EXERCISE REQUIREMENTS: Word for word, restate all of the records.

== RECORDS TO USE ==

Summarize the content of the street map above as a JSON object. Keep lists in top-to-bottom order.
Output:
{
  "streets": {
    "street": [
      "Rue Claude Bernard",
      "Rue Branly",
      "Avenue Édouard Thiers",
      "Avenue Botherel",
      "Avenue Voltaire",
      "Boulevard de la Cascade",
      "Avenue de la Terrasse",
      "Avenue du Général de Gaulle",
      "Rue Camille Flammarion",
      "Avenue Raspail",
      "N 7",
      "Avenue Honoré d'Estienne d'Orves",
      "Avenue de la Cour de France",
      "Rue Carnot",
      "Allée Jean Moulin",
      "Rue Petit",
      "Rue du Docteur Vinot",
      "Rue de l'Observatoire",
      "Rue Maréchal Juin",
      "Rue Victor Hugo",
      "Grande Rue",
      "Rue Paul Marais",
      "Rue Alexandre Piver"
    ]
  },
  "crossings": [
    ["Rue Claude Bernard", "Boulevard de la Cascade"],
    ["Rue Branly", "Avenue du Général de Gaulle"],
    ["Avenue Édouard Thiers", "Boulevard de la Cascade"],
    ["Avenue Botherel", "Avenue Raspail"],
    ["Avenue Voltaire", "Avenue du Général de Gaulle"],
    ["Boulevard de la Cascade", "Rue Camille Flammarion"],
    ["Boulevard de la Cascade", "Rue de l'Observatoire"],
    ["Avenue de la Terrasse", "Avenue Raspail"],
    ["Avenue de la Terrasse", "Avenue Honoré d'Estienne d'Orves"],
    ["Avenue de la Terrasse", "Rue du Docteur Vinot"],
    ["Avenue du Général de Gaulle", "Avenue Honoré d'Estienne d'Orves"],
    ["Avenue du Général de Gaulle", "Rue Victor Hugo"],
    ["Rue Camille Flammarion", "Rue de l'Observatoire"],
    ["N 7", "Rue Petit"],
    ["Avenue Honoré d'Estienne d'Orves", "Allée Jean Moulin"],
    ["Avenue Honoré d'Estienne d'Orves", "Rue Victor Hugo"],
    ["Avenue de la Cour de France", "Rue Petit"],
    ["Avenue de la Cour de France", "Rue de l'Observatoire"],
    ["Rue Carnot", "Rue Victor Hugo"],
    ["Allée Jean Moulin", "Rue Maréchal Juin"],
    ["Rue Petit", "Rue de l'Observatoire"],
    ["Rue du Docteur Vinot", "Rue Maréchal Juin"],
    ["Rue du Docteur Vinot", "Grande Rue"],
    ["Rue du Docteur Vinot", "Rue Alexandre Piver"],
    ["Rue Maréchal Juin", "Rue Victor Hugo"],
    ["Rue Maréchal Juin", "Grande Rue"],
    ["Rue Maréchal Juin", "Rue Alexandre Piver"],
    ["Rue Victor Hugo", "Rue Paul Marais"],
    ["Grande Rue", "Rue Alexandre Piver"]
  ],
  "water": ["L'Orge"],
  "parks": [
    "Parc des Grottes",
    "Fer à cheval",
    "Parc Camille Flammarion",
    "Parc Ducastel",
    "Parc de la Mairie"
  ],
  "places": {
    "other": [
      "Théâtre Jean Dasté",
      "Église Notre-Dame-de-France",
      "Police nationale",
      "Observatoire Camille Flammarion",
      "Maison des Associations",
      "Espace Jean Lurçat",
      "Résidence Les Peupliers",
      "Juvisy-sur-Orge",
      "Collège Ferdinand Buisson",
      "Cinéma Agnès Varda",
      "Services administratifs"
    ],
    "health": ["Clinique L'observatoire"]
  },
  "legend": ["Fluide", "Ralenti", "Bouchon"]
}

===

EXERCISE SOLUTION:
Summarize the content of the street map above as a JSON object. Keep lists in top-to-bottom order.
Output:
{
  "streets": {
    "street": [
      "Rue Claude Bernard",
      "Rue Branly",
      "Avenue Édouard Thiers",
      "Avenue Botherel",
      "Avenue Voltaire",
      "Boulevard de la Cascade",
      "Avenue de la Terrasse",
      "Avenue du Général de Gaulle",
      "Rue Camille Flammarion",
      "Avenue Raspail",
      "N 7",
      "Avenue Honoré d'Estienne d'Orves",
      "Avenue de la Cour de France",
      "Rue Carnot",
      "Allée Jean Moulin",
      "Rue Petit",
      "Rue du Docteur Vinot",
      "Rue de l'Observatoire",
      "Rue Maréchal Juin",
      "Rue Victor Hugo",
      "Grande Rue",
      "Rue Paul Marais",
      "Rue Alexandre Piver"
    ]
  },
  "crossings": [
    ["Rue Claude Bernard", "Boulevard de la Cascade"],
    ["Rue Branly", "Avenue du Général de Gaulle"],
    ["Avenue Édouard Thiers", "Boulevard de la Cascade"],
    ["Avenue Botherel", "Avenue Raspail"],
    ["Avenue Voltaire", "Avenue du Général de Gaulle"],
    ["Boulevard de la Cascade", "Rue Camille Flammarion"],
    ["Boulevard de la Cascade", "Rue de l'Observatoire"],
    ["Avenue de la Terrasse", "Avenue Raspail"],
    ["Avenue de la Terrasse", "Avenue Honoré d'Estienne d'Orves"],
    ["Avenue de la Terrasse", "Rue du Docteur Vinot"],
    ["Avenue du Général de Gaulle", "Avenue Honoré d'Estienne d'Orves"],
    ["Avenue du Général de Gaulle", "Rue Victor Hugo"],
    ["Rue Camille Flammarion", "Rue de l'Observatoire"],
    ["N 7", "Rue Petit"],
    ["Avenue Honoré d'Estienne d'Orves", "Allée Jean Moulin"],
    ["Avenue Honoré d'Estienne d'Orves", "Rue Victor Hugo"],
    ["Avenue de la Cour de France", "Rue Petit"],
    ["Avenue de la Cour de France", "Rue de l'Observatoire"],
    ["Rue Carnot", "Rue Victor Hugo"],
    ["Allée Jean Moulin", "Rue Maréchal Juin"],
    ["Rue Petit", "Rue de l'Observatoire"],
    ["Rue du Docteur Vinot", "Rue Maréchal Juin"],
    ["Rue du Docteur Vinot", "Grande Rue"],
    ["Rue du Docteur Vinot", "Rue Alexandre Piver"],
    ["Rue Maréchal Juin", "Rue Victor Hugo"],
    ["Rue Maréchal Juin", "Grande Rue"],
    ["Rue Maréchal Juin", "Rue Alexandre Piver"],
    ["Rue Victor Hugo", "Rue Paul Marais"],
    ["Grande Rue", "Rue Alexandre Piver"]
  ],
  "water": ["L'Orge"],
  "parks": [
    "Parc des Grottes",
    "Fer à cheval",
    "Parc Camille Flammarion",
    "Parc Ducastel",
    "Parc de la Mairie"
  ],
  "places": {
    "other": [
      "Théâtre Jean Dasté",
      "Église Notre-Dame-de-France",
      "Police nationale",
      "Observatoire Camille Flammarion",
      "Maison des Associations",
      "Espace Jean Lurçat",
      "Résidence Les Peupliers",
      "Juvisy-sur-Orge",
      "Collège Ferdinand Buisson",
      "Cinéma Agnès Varda",
      "Services administratifs"
    ],
    "health": ["Clinique L'observatoire"]
  },
  "legend": ["Fluide", "Ralenti", "Bouchon"]
}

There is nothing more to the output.